[[ Data to examine open ]]
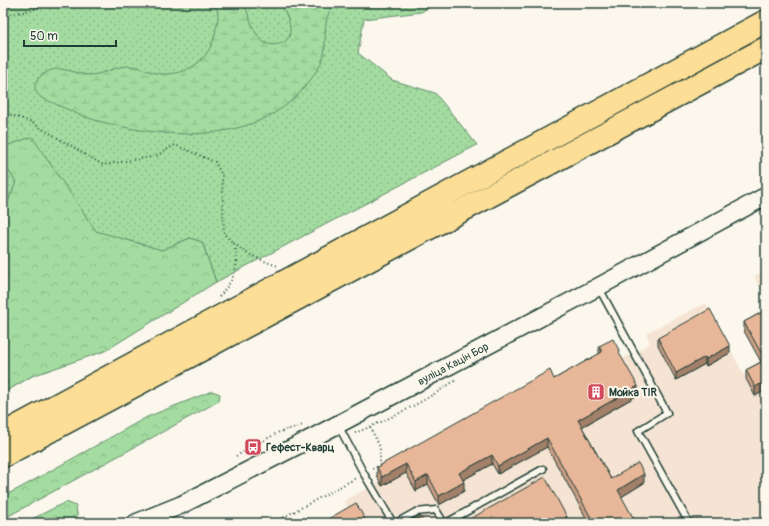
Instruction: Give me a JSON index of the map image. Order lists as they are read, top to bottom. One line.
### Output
{"streets":{"main road":["вуліца Кацін Бор"]},"places":{"building":["Мойка TIR"],"bus stop":["Гефест-Кварц"]},"scale_bar":"50 m"}
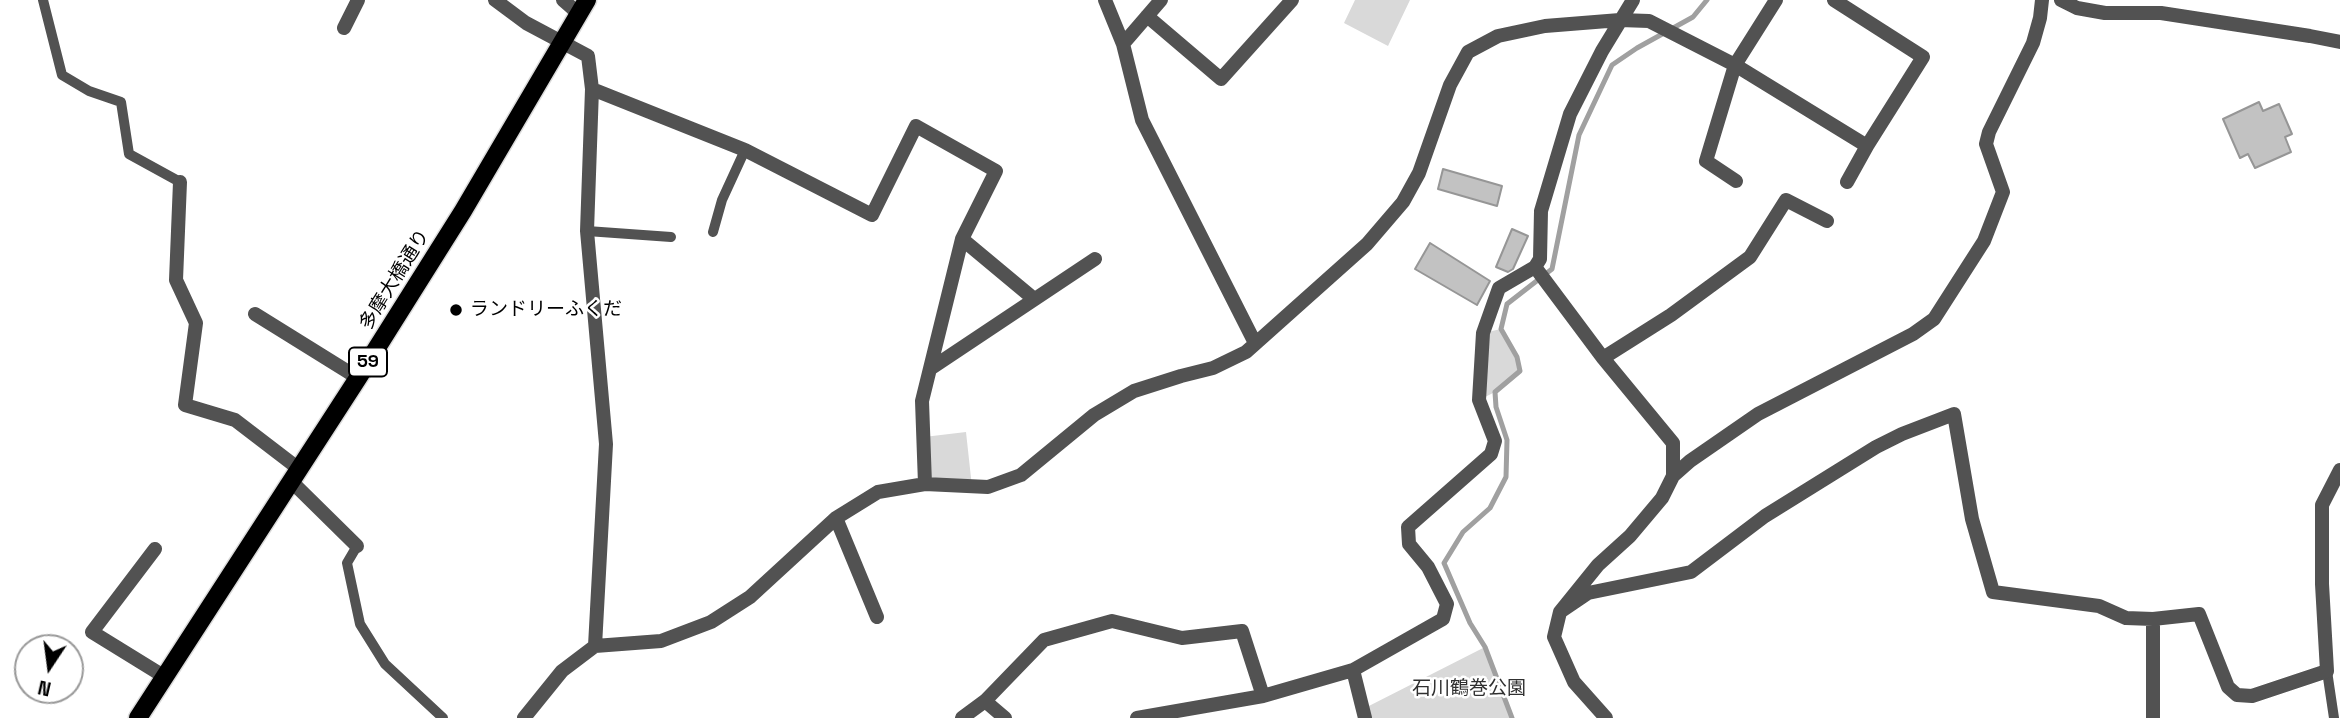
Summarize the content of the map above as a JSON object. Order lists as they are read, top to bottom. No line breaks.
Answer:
[[ Data to examine closed ]]
• **What the exercise asks**
In the transcription, every picture is to be excluded and the records above given again exactly.

• **Task answer**
Instruction: Give me a JSON index of the map image. Order lists as they are read, top to bottom. One line.
### Output
{"streets":{"main road":["вуліца Кацін Бор"]},"places":{"building":["Мойка TIR"],"bus stop":["Гефест-Кварц"]},"scale_bar":"50 m"}
Summarize the content of the map above as a JSON object. Order lists as they are read, top to bottom. No line breaks.
Answer:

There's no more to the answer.